WHAT TO DO:
What lines in the material hold the string "rows"? Copy out each of them.
┏━━
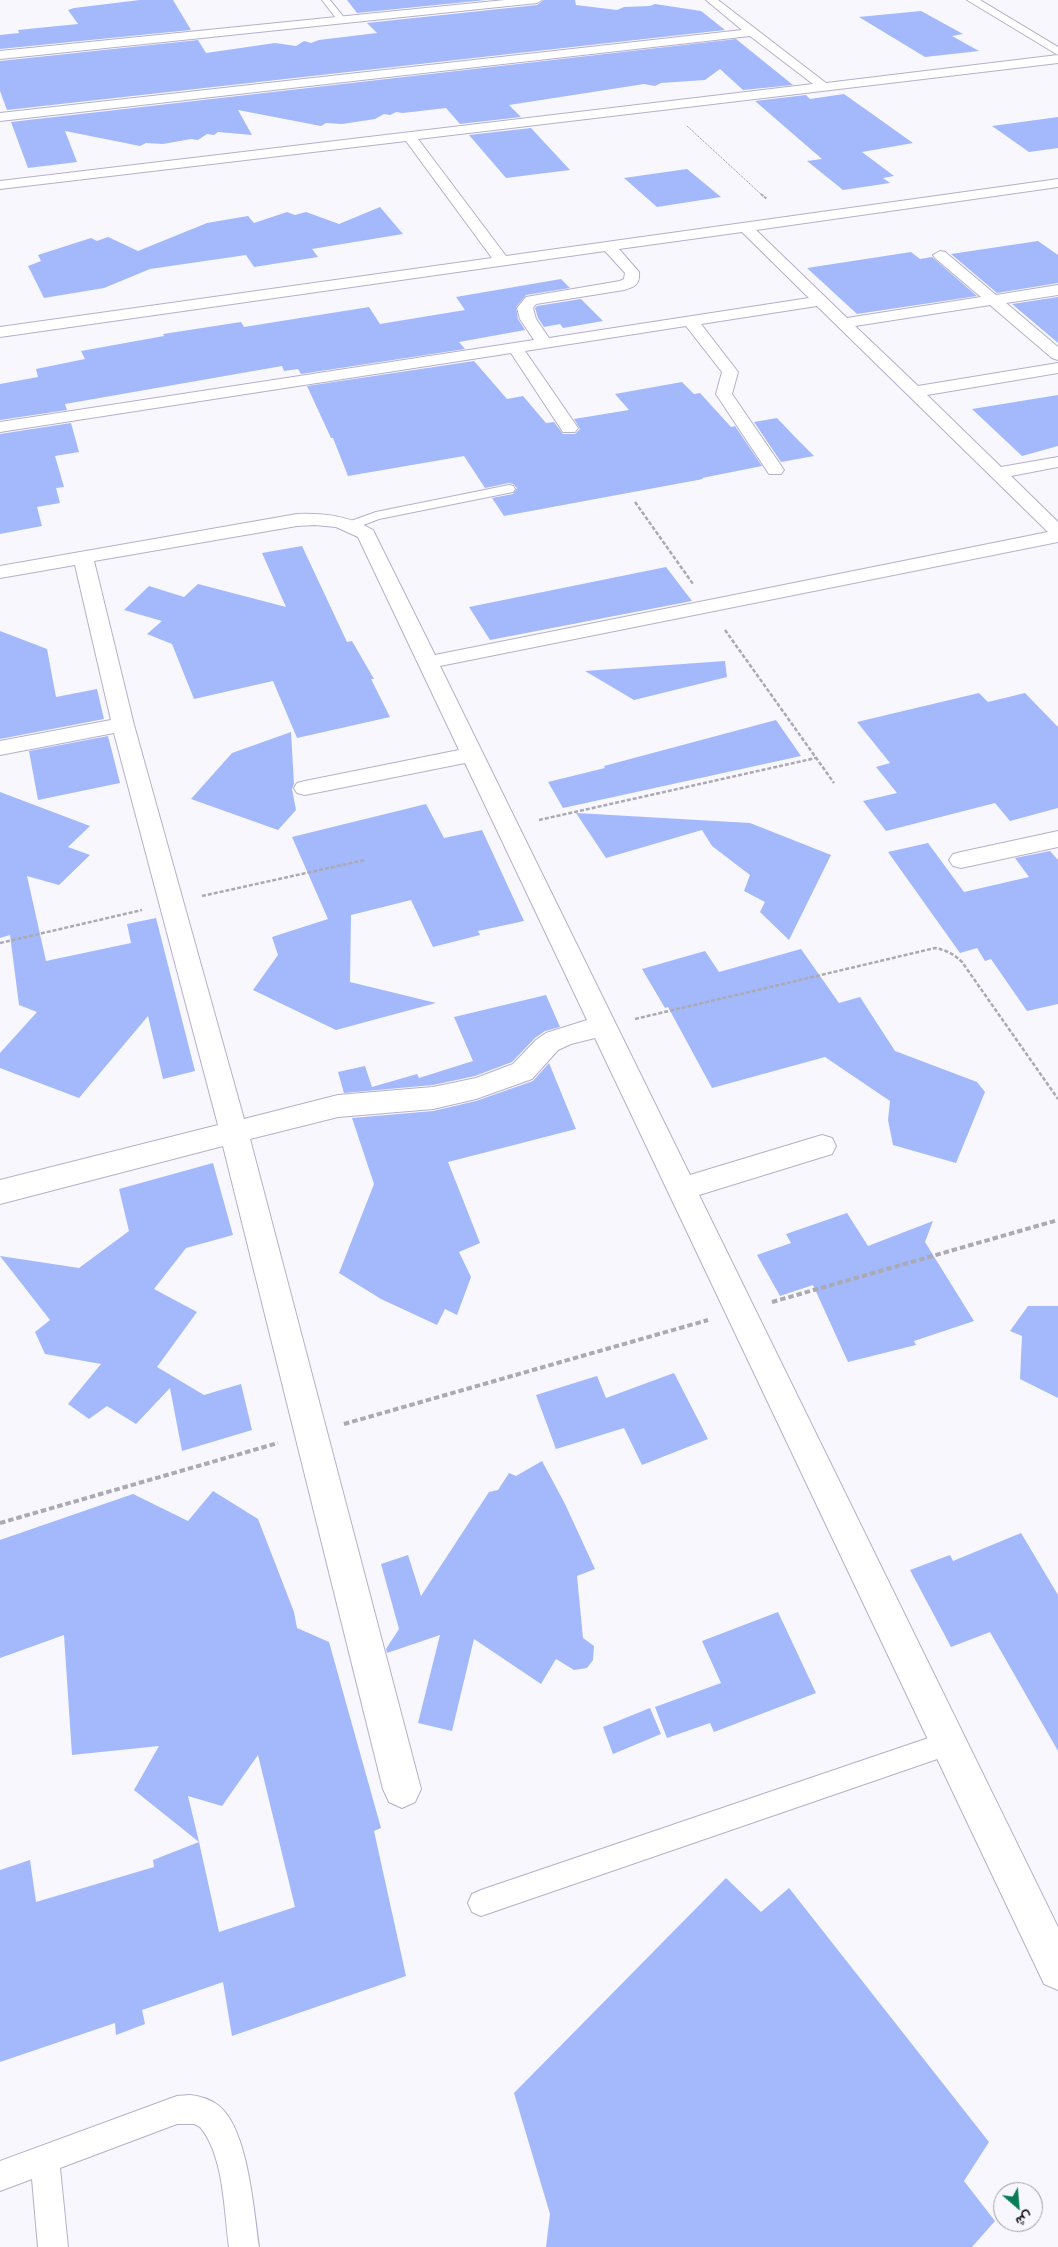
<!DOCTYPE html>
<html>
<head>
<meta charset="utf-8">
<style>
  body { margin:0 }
  #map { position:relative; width:1058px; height:2247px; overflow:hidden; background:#f8f7fd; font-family:Poppins,Vazirmatn,sans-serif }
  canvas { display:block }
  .north { position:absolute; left:993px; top:2182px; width:50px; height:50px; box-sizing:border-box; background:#f8f7fd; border:1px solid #9f9da5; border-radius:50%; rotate:153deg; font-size:14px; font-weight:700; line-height:20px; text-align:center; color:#191721 }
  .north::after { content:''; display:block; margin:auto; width:18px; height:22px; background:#0a7b57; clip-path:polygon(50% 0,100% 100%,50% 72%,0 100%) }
</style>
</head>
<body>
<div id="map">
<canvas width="1058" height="2247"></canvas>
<div class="north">ش</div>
</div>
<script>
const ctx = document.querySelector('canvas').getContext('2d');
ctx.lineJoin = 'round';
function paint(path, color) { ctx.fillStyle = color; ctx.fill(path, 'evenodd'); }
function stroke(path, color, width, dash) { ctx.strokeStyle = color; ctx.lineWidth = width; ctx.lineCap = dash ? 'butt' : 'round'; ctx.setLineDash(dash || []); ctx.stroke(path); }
paint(new Path2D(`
  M140,0H173L191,30L0,49V35L19,33L18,30L78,24L68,10L74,8Z
  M347,0H486L357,13Z
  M544,0H575L576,5L617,10L624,7L650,6L655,4L701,11L725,30L7,110L0,91V61L198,40L206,53L275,43L296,46L304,41L311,43L319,40L377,33L367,23L537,5Z
  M921,11L963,34L952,36L979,51L925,57L859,17Z
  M736,39L793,85L743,90L720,69L705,80L661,83L655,86L644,84L509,105L521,117L460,124L446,108L403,113L396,112L390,115L384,114L375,119L342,124L326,123L321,126L238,110L252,135L218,132L214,135L207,134L198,140L191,139L163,144L146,143L140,146L65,131L77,162L28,168L11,122Z
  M844,94L913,143L862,152L894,176L883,178L890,183L843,190L807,161L822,159L755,101L806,95L810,99Z
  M1058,117V148L1029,152L992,126Z
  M531,128L570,170L506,178L469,135Z
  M687,169L721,197L657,207L624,178Z
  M380,207L403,234L312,249L318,257L254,267L246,255L150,269L104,288L44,298L28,266L41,261L38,255L91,238L97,241L108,237L138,251L207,223L248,216L254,223L287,212L295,215L306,212L339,224Z
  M1038,241L1058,255V283L997,293L951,254Z
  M911,252L920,259L932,257L977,296L857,314L807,268Z
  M561,279L570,288L526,295L516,307L518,319L525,330L459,342L465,349L301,374L298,369L284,371L282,366L65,404L67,410L0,420V384L38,377L36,369L85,359L81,351L164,336L163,334L241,322L244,327L369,307L380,324L465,310L456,297Z
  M1058,297V343L1012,304Z
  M581,299L603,321L563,328L560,324L544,327L538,318L535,308L537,306Z
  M474,361L507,399L523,396L546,423L554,422L563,434H575L580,429L574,419L629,410L615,394L682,382L694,394L700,393L731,427L735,426L762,466L702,478L703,479L504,516L492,498L513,494L517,488L513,484L509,483L485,488L464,456L348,476L333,438H331L307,386Z
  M1058,395V446L1022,456L972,409Z
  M777,418L795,437L814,456L781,462L754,422Z
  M71,423L79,452L55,456L64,487L56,488L60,503L37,507L42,526L0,534V434Z
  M302,546L347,642L352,641L374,679H371L390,717L297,738L273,681L194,699L172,644L147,634L162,621L124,610L149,586L184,597L198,584L286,607L262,553Z
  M666,567L692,601L490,640L469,607Z
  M0,631L47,649L56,697L97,689L104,719L0,739Z
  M725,661L727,677L634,700L585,671Z
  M979,693L988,702L1025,693L1058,727V808L1010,821L995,803L886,831L863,801L897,793L876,767L890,763L857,722Z
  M776,720L801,756L563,808L548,782L605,768L604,766Z
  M291,732L294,784L292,789L296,810L278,830L191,799L232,753Z
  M108,736L120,783L38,800L29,751Z
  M0,792L90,826L68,847L90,855L59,885L27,876L46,961L131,943L127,924L156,918L195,1071L163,1079L148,1016L79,1098L0,1068V1053L37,1012L19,1005L10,935L0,938Z
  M426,804L444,838L482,830L524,921L478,931L480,935L433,947L411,900L351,915L350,982L436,1003L336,1030L253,990L278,955L272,937L328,919L292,837Z
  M576,813L750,823L831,855L789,940L760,912L765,902L744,891L750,875L712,846L702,830L606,858Z
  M928,843L964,892L1029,877L1015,858L1050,851L1058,860V1004L1027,1011L991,959L985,961L977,948L960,953L888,852Z
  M801,949L839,1003L860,997L895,1051L977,1082L985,1092L956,1163L893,1145L888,1120L890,1101L825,1057L712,1088L668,1007L665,1008L642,969L705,951L719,972Z
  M546,995L560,1027L545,1031L535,1038L512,1062L475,1076L433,1085L344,1093L338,1072L365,1066L372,1087L417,1074L419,1078L473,1061L454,1017Z
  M549,1063L576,1129L448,1162L480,1243L459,1252L471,1277L457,1315L445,1309L437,1325L381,1299L339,1273L374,1184L352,1118L433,1111L476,1101L533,1081Z
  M213,1163L233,1235L186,1248L154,1289L197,1312L157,1367L204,1395L241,1384L252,1430L182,1451L170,1388L136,1424L107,1406L89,1419L68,1404L101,1364L45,1354L35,1332L50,1320L0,1256L79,1268L129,1231L119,1189Z
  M847,1213L868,1246L933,1221L925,1242L974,1321L914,1341L916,1345L848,1362L813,1285L780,1296L757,1255L791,1243L786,1234Z
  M1028,1306H1058V1398L1020,1379L1022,1336L1010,1331Z
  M674,1373L708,1439L642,1465L624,1428L556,1449L536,1395L597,1376L606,1398Z
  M542,1461L565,1504L595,1569L577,1576L583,1638L594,1646L593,1660L587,1668L574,1670L556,1659L541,1684L474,1639L452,1731L418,1723L440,1635L387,1653L386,1649L399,1629L381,1564L408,1555L421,1596L489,1492L498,1490L509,1473L516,1476Z
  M213,1491L258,1519L294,1612L297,1628L329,1642L381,1828L374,1831L406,1976L232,2036L223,1982L142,2010L145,2024L116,2035L115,2023L0,2062V1870L30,1860L36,1902L154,1867L153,1860L199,1842L219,1932L295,1907L258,1755L222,1806L188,1796L199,1842L134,1790L159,1746L72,1755L64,1635L0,1658V1540L133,1494L188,1521Z
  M1021,1533L1058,1595V1751L990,1632L951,1647L910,1570L950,1555L953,1561Z
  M778,1612L816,1693L714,1732L710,1723L667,1738L655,1707L721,1683L702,1641Z
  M650,1708L661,1734L613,1754L603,1727Z
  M726,1878L761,1912L789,1888L989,2142L964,2181L995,2221L972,2247H546L550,2214L514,2093Z`), '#a3b9fb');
const service = new Path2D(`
  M322,0H330L346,20L345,22H339Z
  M509,485L513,486L515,489L513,492L379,519L353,529L347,525L348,522L376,512Z
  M949,1731L958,1734L961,1743L958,1752L949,1755L481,1916L472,1912L468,1903L472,1894L481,1890Z
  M190,2095C200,2096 212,2100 219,2106C248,2129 254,2212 259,2247H229C224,2211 224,2155 200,2127L194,2124H177L60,2168L68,2247H38L32,2179L0,2191V2161L177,2096Z`);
const minor = new Path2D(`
  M505,0H542L537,3L0,59V51Z
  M706,0H718L826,83L1058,55L967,0H980L1058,47V63L418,139L506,256L1058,179V187L756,230L847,318L981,297L935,258L933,255L940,251L945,252L996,295L1058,285V295L1006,303L1058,347V360L1052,358L990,305L855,326L918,386L1058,363V373L927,395L1001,467L1058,457V467L1011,476L1058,522V542L440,666L690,1175L822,1135L832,1138L836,1146L832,1154L699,1195L1058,1927V1990L1044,1984L595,1038L571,1044L558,1050L532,1079L476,1099L433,1109L338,1117L250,1139L421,1789L415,1802L402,1808L389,1802L383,1789L223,1146L0,1204V1180L218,1125L114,733L0,755V741L111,720L75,565L0,578V566L297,514C324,513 349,516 373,530L435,655L1048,532L817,306L701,324L738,372L732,394L784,470L781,474H769L716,394L722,372L686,326L525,351L578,428L575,432H563L511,353L0,432V422L534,340L520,319L517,308L526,297L620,281L624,279L625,273L605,251L0,337V327L492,258L406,141L0,189V181L813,84L750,36L0,121V113L742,30ZM742,232L809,298L549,338L536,319L533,308L536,304L624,290C635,287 640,284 639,272L619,249ZM315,525L336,527L358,537L459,750L305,781L297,783L294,788L297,793L305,795L465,763L587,1020L546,1033L536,1040L513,1064L476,1078L433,1087L338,1095L244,1119L134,725L94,561L297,526Z
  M1058,831V847L961,868L953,866L949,860L953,854L961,852Z`);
stroke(service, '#b6afcb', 2);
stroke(minor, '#b6afcb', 2);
stroke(new Path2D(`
  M687,126L762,195`), '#aba9b1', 1, [2.5, 1]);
stroke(new Path2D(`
  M761,194L767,199`), '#aba9b1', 2, [3, 1]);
stroke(new Path2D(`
  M635,502L693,584
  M725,630L834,783
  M539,820L816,758
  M202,896L365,860
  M0,943L142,910
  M635,1019L935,948C946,950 954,954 962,962L1058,1099`), '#aba9b1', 2.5, [4, 2]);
stroke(new Path2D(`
  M772,1302L1058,1220
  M344,1424L708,1320
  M0,1523L278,1443`), '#aba9b1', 4, [5.5, 3]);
paint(service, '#fff');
paint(minor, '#fff');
</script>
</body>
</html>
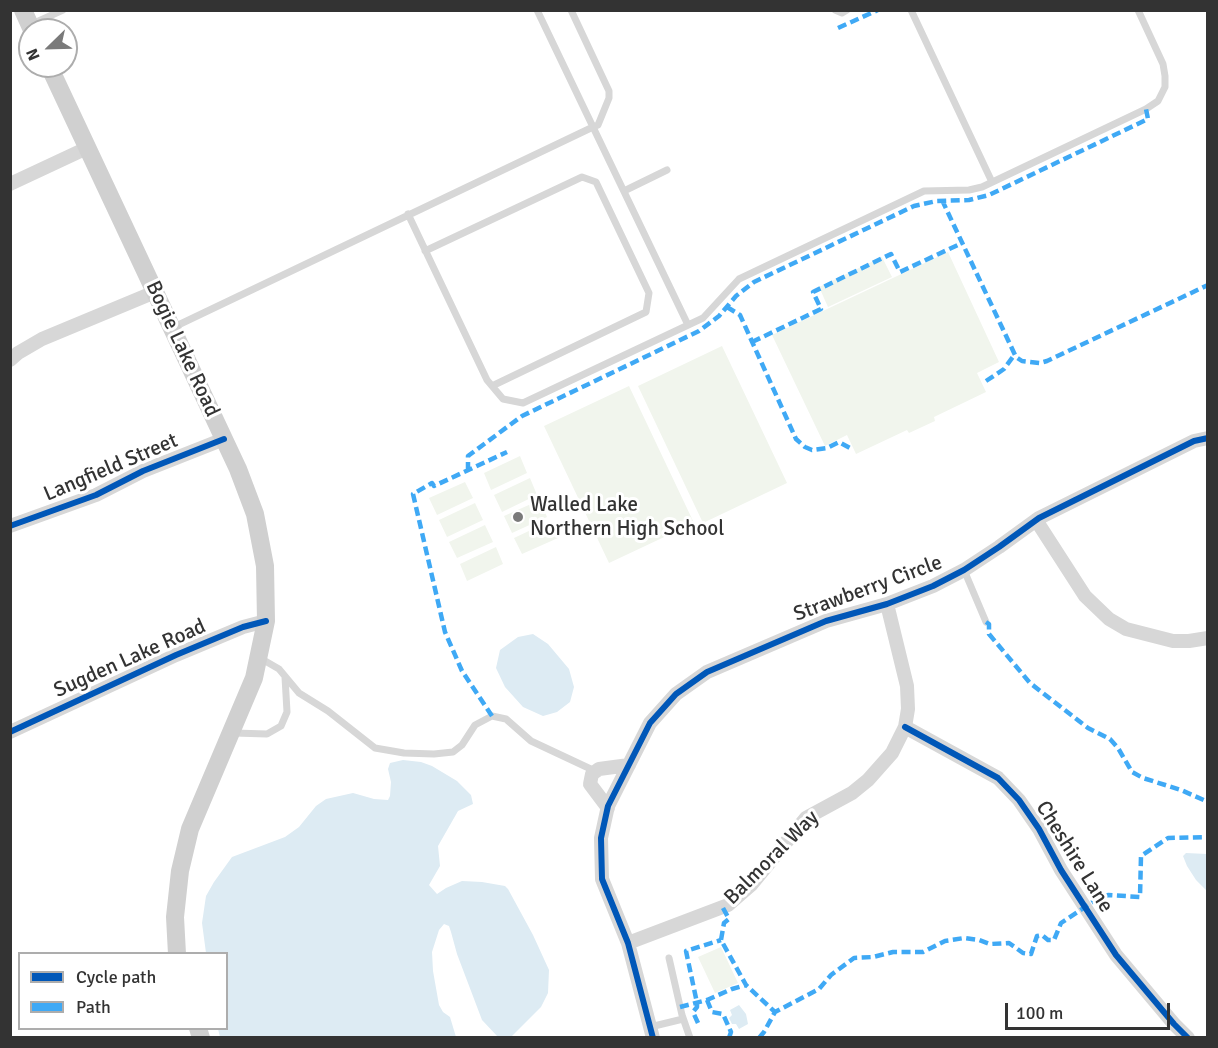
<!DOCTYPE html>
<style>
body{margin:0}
#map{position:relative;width:1218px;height:1048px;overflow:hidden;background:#fff;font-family:Signika,sans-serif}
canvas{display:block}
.frame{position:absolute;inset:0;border:12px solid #333;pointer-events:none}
.legend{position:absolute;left:18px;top:952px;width:210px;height:78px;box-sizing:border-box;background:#fff;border:2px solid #adadad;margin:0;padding:8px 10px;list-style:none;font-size:18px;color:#333}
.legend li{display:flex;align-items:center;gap:12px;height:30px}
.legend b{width:30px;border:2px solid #adadad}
.north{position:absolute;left:18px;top:18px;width:60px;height:60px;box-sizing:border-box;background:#fff;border:2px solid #adadad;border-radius:50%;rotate:247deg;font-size:16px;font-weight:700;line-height:24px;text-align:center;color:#333}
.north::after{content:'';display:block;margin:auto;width:21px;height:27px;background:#7a7a7a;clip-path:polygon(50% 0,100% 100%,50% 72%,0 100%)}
.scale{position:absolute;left:1005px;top:1003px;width:165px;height:27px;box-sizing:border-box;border:3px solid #333;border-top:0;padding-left:8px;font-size:18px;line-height:21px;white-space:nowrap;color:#333;-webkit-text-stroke:4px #fff;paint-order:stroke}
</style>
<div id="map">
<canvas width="1218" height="1048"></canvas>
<div class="frame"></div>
<ul class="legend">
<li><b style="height:8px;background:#0057b8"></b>Cycle path</li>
<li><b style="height:8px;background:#3fa9f5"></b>Path</li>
</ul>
<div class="north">N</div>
<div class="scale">100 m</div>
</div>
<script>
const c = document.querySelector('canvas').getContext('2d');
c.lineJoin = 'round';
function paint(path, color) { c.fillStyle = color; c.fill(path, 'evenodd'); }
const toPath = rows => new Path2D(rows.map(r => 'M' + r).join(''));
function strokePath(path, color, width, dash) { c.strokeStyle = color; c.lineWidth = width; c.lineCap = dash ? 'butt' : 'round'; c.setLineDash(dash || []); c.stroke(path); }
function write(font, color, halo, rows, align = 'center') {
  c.font = font + ' Signika,sans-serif'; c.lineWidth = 6; c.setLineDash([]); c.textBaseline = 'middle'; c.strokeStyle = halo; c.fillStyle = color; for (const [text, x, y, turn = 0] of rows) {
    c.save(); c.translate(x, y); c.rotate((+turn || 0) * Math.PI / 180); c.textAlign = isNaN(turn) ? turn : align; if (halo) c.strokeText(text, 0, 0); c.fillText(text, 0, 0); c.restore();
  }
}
paint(toPath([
 [948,252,999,362,977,373,986,392,934,417,935,421,909,433,907,430,856,454,847,435,825,446,772,335],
 [882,257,892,277,828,307,819,287],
 [722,346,787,483,703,523,638,386],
 [629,386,694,523,609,563,544,426],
 [520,456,527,473,491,490,484,473],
 [530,478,537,495,502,512,494,495],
 [465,482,473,498,437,515,429,498],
 [540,500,547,517,512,533,504,516],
 [475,503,483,520,447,537,439,520],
 [550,521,558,538,522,554,514,538],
 [485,525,493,542,457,558,449,542],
 [496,547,503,564,467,581,460,564],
 [721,947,738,983,715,993,698,957]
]), '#f1f5ed');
paint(toPath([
 [533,634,548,644,569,669,574,687,570,702,557,712,543,716,523,707,505,687,496,668,500,650,518,637],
 [403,760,421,762,432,766,457,781,471,795,473,804,458,811,438,846,440,866,429,885,437,894,446,888,462,881,482,882,505,886,508,889,533,935,549,970,548,993,541,1007,511,1037,498,1037,482,1020,457,954,451,932,449,926,444,924,439,930,432,952,433,971,439,1005,443,1012,450,1017,456,1037,220,1037,218,1029,226,1028,226,954,206,953,202,923,206,896,214,882,232,857,285,837,299,827,316,806,326,799,353,793,374,799,388,800,390,796,391,782,388,769,390,763],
 [1186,853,1207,854,1207,891,1196,880,1187,866,1183,856],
 [739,1005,746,1014,748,1024,739,1029,736,1024,732,1024,729,1018,732,1015,730,1010]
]), '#ddebf3');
strokePath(toPath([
 [571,10,609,91,609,98,598,125,593,127,688,325],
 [835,10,842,13,847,10],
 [911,10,992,182],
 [32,24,63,10],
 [624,191,667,170],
 [408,214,487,380,503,399,523,403,703,318,739,279,924,191,969,190,982,187,1146,109,1158,101,1165,87,1165,76,1163,64,1138,10],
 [425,251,582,177,596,182,649,293,646,312,492,386],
 [174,327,593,127,537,10],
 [964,570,986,622],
 [260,658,279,669,299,693,328,711,375,748,404,753,434,754,453,752,462,745,475,725,492,716,506,719,531,741,595,771],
 [234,733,267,734,281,726,287,712,285,677],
 [669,958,682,1015,690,1038],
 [650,1027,683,1019]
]), '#d7d7d7', 7);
strokePath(toPath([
 [10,184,87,148],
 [10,360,18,353,42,339,155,292],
 [1036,520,1085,596,1109,619,1126,629,1173,641,1189,641,1208,638],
 [10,526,96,495,143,471,224,439],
 [905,727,998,778,1019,800,1039,829,1061,870,1116,955,1174,1024,1188,1038],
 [10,732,176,655,243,627,266,621],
 [608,808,590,784,592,774,599,769,629,765],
 [628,943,728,905,751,885,806,818,852,793,868,780,892,753,905,727,908,709,907,686,887,604],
 [653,1038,628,943,602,879,601,838,608,806,650,723,676,694,707,672,826,621,887,604,933,586,964,570,999,547,1039,518,1194,441,1208,438]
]), '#d7d7d7', 14);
strokePath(toPath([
 [23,10,32,30],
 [49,66,238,469,255,514,265,566,266,621,254,678,190,829,180,871,175,917,177,954],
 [198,1028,201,1038]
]), '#d0d0d0', 18);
strokePath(toPath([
 [838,28,878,10],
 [942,200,1016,357,1022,361,1040,363,1047,361,1208,285],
 [727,307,740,315,796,439,805,447,812,450,827,448,839,442,850,448],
 [752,342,821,309,813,292,891,254,900,272,962,243],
 [986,381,1004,369,1015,354],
 [468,471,468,456,522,416,699,331,719,316,736,296,754,282,914,206,937,201,969,200,989,195,1148,119,1146,109],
 [986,622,989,624,989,634,1030,683,1088,728,1110,739,1118,748,1132,772,1143,778,1181,790,1208,802],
 [492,716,462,671,445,632,413,494,432,483,434,486,507,452],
 [723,908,729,919,724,923,721,940,746,985,775,1012],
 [707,1000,712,1012,723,1014,731,1032,729,1038],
 [680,1007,707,1000,732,989,746,985],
 [698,1023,693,1012,697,1007,697,1003,686,951,721,940],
 [759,1038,764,1032,775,1012,819,989,831,975,854,958,873,957,893,952,923,952,945,941,964,938,979,940,990,944,1009,943,1023,953,1031,954,1037,936,1042,935,1048,940,1054,940,1061,923,1094,901,1108,895,1140,897,1141,856,1168,838,1208,837]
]), '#3fa9f5', 4.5, [9, 4.5]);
strokePath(toPath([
 [10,526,96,495,143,471,224,439],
 [905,727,998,778,1019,800,1039,829,1061,870,1116,955,1174,1024,1188,1038],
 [10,732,176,655,243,627,266,621],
 [653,1038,628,943,602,879,601,838,608,806,650,723,676,694,707,672,826,621,887,604,933,586,964,570,999,547,1039,518,1194,441,1208,438]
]), '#0057b8', 6);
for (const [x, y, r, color] of [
 [518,517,6,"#7a7a7a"]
]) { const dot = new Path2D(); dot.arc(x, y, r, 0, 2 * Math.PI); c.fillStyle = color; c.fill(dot); strokePath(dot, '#fff', 2); }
write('21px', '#333', '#fff', [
 ["Bogie Lake Road",182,349,65],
 ["Langfield Street",111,468,-23],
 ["Strawberry Circle",868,589,-20],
 ["Sugden Lake Road",130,659,-24],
 ["Cheshire Lane",1074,857,58],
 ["Balmoral Way",772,858,-45]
]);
write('21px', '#333', '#fff', [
 ["Walled Lake",530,505],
 ["Northern High School",530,529]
], 'left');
</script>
┗━━
ANSWER AREA:
const toPath = rows => new Path2D(rows.map(r => 'M' + r).join(''));
function write(font, color, halo, rows, align = 'center') {
  c.font = font + ' Signika,sans-serif'; c.lineWidth = 6; c.setLineDash([]); c.textBaseline = 'middle'; c.strokeStyle = halo; c.fillStyle = color; for (const [text, x, y, turn = 0] of rows) {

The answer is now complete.